■ **How to complete this task**: Return a copy of each line in the listing that includes the word "anchor".

■ **Supplied data**:
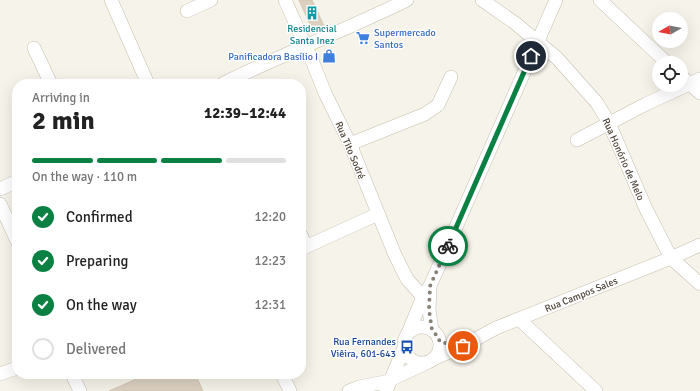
<!DOCTYPE html>
<html lang="en">
<head>
<meta charset="utf-8">
<style>
	:root { --surface:#fff; --page:#f2f2f2; --text:#222; --muted:#767676; --line:#e0e0e0; --accent:#0b8043 }
	body { margin:0; font-family:Signika,sans-serif; background:var(--page); color:var(--text); height:100vh; display:flex; flex-direction:column; font-size:15px; white-space:nowrap }
	* { box-sizing:border-box; margin:0 }
	p { font-size:13px; color:var(--muted) }
	.icon { flex:none; width:22px; height:22px; fill:none; stroke:currentColor; stroke-width:2; stroke-linecap:round; stroke-linejoin:round }
	.map { position:relative; flex:1; overflow:hidden }
	.panel { position:absolute; left:12px; top:79px; width:294px; height:300px; display:flex; flex-direction:column; background:var(--surface); border-radius:16px; box-shadow:0 4px 16px #0002 }
	.panel>* { flex:none }
	.needle { width:26px; rotate:261deg }
	.fabs { position:absolute; left:652px; top:12px; display:grid; gap:8px }
	.fabs a { display:grid; place-items:center; width:36px; height:36px; border-radius:50%; background:var(--surface); box-shadow:0 4px 16px #0002; font-size:20px }
	.pin { position:absolute; display:grid; place-items:center; width:34px; height:34px; color:#fff; margin:-17px; border:2px solid #fff; border-radius:50%; box-shadow:0 1px 4px #0007 }
	.courier { position:absolute; display:grid; place-items:center; width:40px; height:40px; margin:-20px; border:3px solid #0b8043; border-radius:50%; background:#fff; color:#222; box-shadow:0 1px 5px #0007 }
	.head em { font-style:normal; font-weight:700 }
	.head div { display:flex; flex-direction:column-reverse }
	.head { display:flex; align-items:center; justify-content:space-between; height:68px; padding:0 20px }
	h1 { font-size:26px; font-weight:700; line-height:30px }
	.bar { display:grid; grid-template-columns:repeat(4,1fr); gap:6px 4px; align-content:center; height:48px; padding:0 20px }
	.bar i { height:5px; border-radius:3px; background:var(--line) }
	.bar .selected { background:var(--accent) }
	.bar p { grid-column:span 4 }
	ol { padding:0 20px; list-style:none }
	li { display:flex; align-items:center; gap:12px; height:44px }
	li p { margin-inline-start:auto }
	li .icon { padding:4px; border-radius:50%; background:var(--accent); color:#fff; stroke-width:4 }
	li:last-child { color:var(--muted) }
	li i { width:22px; height:22px; border:2px solid var(--line); border-radius:50% }
	.map>svg:first-child { display:block }
</style>
</head>
<body>
<div class="map">
<svg width="700" height="391" viewBox="0 0 700 391">
	<rect width="100%" height="100%" fill="#f6f3ea"/>
	<g fill="#dcd1c1" stroke="#d5c6b1">
		<path d="M299,0h13l12,26 -11,5z"/>
		<path d="M148,374h47l8,17h-94z"/>
	</g>
	<g fill="none" stroke-linecap="round" stroke-linejoin="round">
		<g stroke="#c6beae" stroke-width="14">
			<g id="minor">
				<path d="M111,0l37,84"/>
				<path d="M285,0l26,58 14,35 25,51 45,111 12,24 16,18"/>
				<path d="M482,0l33,23 42,35 40,45 12,20 37,86 25,49 29,26"/>
				<path d="M600,0l67,63"/>
				<path d="M187,11l24,-11"/>
				<path d="M34,48l17,36"/>
				<path d="M681,76l19,17"/>
				<path d="M222,84c61,-30 124,-54 185,-84"/>
				<path d="M577,140l69,-36 54,-25"/>
				<path d="M350,144l75,-30 13,-9 13,-28"/>
				<path d="M0,189l17,-8"/>
				<path d="M0,204l17,37"/>
				<path d="M301,235l5,12"/>
				<path d="M301,249l77,-35"/>
				<path d="M430,286l-1,24 3,20"/>
				<path d="M519,319l77,72"/>
				<circle cx="422" cy="345" r="18"/>
				<path d="M408,333l15,-36 7,-11 126,-286"/>
				<path d="M433,359l30,-13 33,-18 175,-70 29,-13"/>
				<path d="M0,374l17,-6"/>
				<path d="M72,374l8,17"/>
				<path d="M282,374l8,17"/>
				<path d="M392,379l34,-16"/>
				<path d="M349,391l10,-4 31,-6"/>
				<path d="M386,391l18,-43"/>
			</g>
		</g>
		<use href="#minor" stroke="#fff" stroke-width="13"/>
	</g>
	<g fill="none" stroke-linecap="round" stroke-linejoin="round">
		<path stroke="#888176" stroke-width="4" stroke-dasharray="0 7.2" d="M448,246l-18,40 -1,24 3,20 6,7 2,5 23,4"/>
		<path stroke="#0b8043" stroke-width="5" d="M448,246l83,-190"/>
	</g>
	<defs>
		<g id="building-bare" transform="scale(1.08)"><path d="M-4-6H4V6H1V3H-1V6H-4ZM-2.5-4.3h1.7v1.8h-1.7ZM.8-4.3h1.7v1.8H.8ZM-2.5-1h1.7V.8h-1.7ZM.8-1h1.7V.8H.8Z" fill="#0f9aa8" stroke="#fff" stroke-width="2.5" paint-order="stroke"/></g>
		<g id="supermarket-bare" transform="scale(1.08)"><path d="M-6-5.5h2.5l.6 2H6L4.5 2H-2.5L-4.4-4H-6ZM-1.5 3.2a1.3 1.3 0 1 0 .1 0ZM3 3.2a1.3 1.3 0 1 0 .1 0Z" fill="#3f7fe0" stroke="#fff" stroke-width="2.5" paint-order="stroke"/></g>
		<g id="shop-bare" transform="scale(1.08)"><path d="M-5-2.5h2.3a2.7 3.5 0 0 1 5.4 0H5L5.5 6h-11ZM-1.5-2.5h3a1.5 2.3 0 0 0-3 0Z" fill="#3f7fe0" stroke="#fff" stroke-width="2.5" paint-order="stroke"/></g>
		<g id="bus-bare" transform="scale(1.08)"><path d="M-5-6H5V4H4V6H2V4H-2V6H-4V4H-5ZM-3.5-4V0h7V-4ZM-3.5 1.2v1.5H-2V1.2ZM2 1.2v1.5H3.5V1.2Z" fill="#1a4fb4" stroke="#fff" stroke-width="2.5" paint-order="stroke"/></g>
	</defs>
	<g fill-rule="evenodd">
		<use href="#building-bare" x="312" y="13"/>
		<use href="#supermarket-bare" x="363" y="38"/>
		<use href="#shop-bare" x="329" y="56"/>
		<use href="#bus-bare" x="407" y="347"/>
	</g>
	<g text-anchor="middle" stroke-width="3" stroke-linejoin="round" paint-order="stroke">
		<g font-size="10" fill="#0d838f" stroke="#fff">
			<text x="312" y="32">Residencial<tspan x="312" dy="12">Santa Inez</tspan></text>
		</g>
		<g font-size="10" fill="#366cbe" stroke="#fff" text-anchor="start">
			<text x="374" y="36">Supermercado<tspan x="374" dy="12">Santos</tspan></text>
			<text x="318" y="60" text-anchor="end">Panificadora Basílio I</text>
		</g>
		<g font-size="10" fill="#4c4337" stroke="#fff">
			<text transform="translate(351 150) rotate(67)" y="4">Rua Tito Sodré</text>
			<text transform="translate(624 159) rotate(66)" y="4">Rua Honório de Melo</text>
			<text transform="translate(581 294) rotate(-22)" y="4">Rua Campos Sales</text>
		</g>
		<g font-size="10" fill="#164399" stroke="#fff" text-anchor="end">
			<text x="396" y="345">Rua Fernandes<tspan x="396" dy="12">Viêira, 601-643</tspan></text>
		</g>
	</g>
</svg>
<div class="fabs">
<a><svg class="needle" viewBox="-14 -14 28 28"><path d="M0-13l5 13h-10z" fill="#e53935"/><path d="M0 13l5-13h-10z" fill="#767676"/></svg></a>
<a><svg class="icon" aria-label="locate" viewBox="0 0 24 24"><circle cx="12" cy="12" r="6"/><path d="M12 2v4M12 18v4M2 12h4M18 12h4"/></svg></a>
</div>
<div class="pin" style="left:463px;top:346px;background:#ea580c"><svg class="icon" aria-label="bag" viewBox="0 0 24 24"><path d="M5 8h14l-1 12H6zM9 8a3 3 0 0 1 6 0"/></svg></div>
<div class="pin" style="left:531px;top:56px;background:#1f2937"><svg class="icon" aria-label="home" viewBox="0 0 24 24"><path d="M3 11l9-7 9 7M6 9v11h12V9"/></svg></div>
<div class="courier" style="left:448px;top:246px"><svg class="icon" aria-label="bike" viewBox="0 0 24 24"><circle cx="6" cy="16" r="4"/><circle cx="18" cy="16" r="4"/><path d="M6 16l4-8h5l3 8M10 8l3 8H6M13 5h3"/></svg></div>
<section class="panel">
<div class="head"><div><h1>2 min</h1><p>Arriving in</p></div><em>12:39–12:44</em></div>
<div class="bar"><i class="selected"></i><i class="selected"></i><i class="selected"></i><i></i><p>On the way · 110 m</p></div>
<ol>
<li><svg class="icon" aria-label="check" viewBox="0 0 24 24"><path d="M5 12l5 5 9-10"/></svg>Confirmed<p>12:20</p></li>
<li><svg class="icon" aria-label="check" viewBox="0 0 24 24"><path d="M5 12l5 5 9-10"/></svg>Preparing<p>12:23</p></li>
<li><svg class="icon" aria-label="check" viewBox="0 0 24 24"><path d="M5 12l5 5 9-10"/></svg>On the way<p>12:31</p></li>
<li><i></i>Delivered</li>
</ol>
</section>
</div>
</body>
</html>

■ **Result of the exercise**:
	<g text-anchor="middle" stroke-width="3" stroke-linejoin="round" paint-order="stroke">
		<g font-size="10" fill="#366cbe" stroke="#fff" text-anchor="start">
			<text x="318" y="60" text-anchor="end">Panificadora Basílio I</text>
		<g font-size="10" fill="#164399" stroke="#fff" text-anchor="end">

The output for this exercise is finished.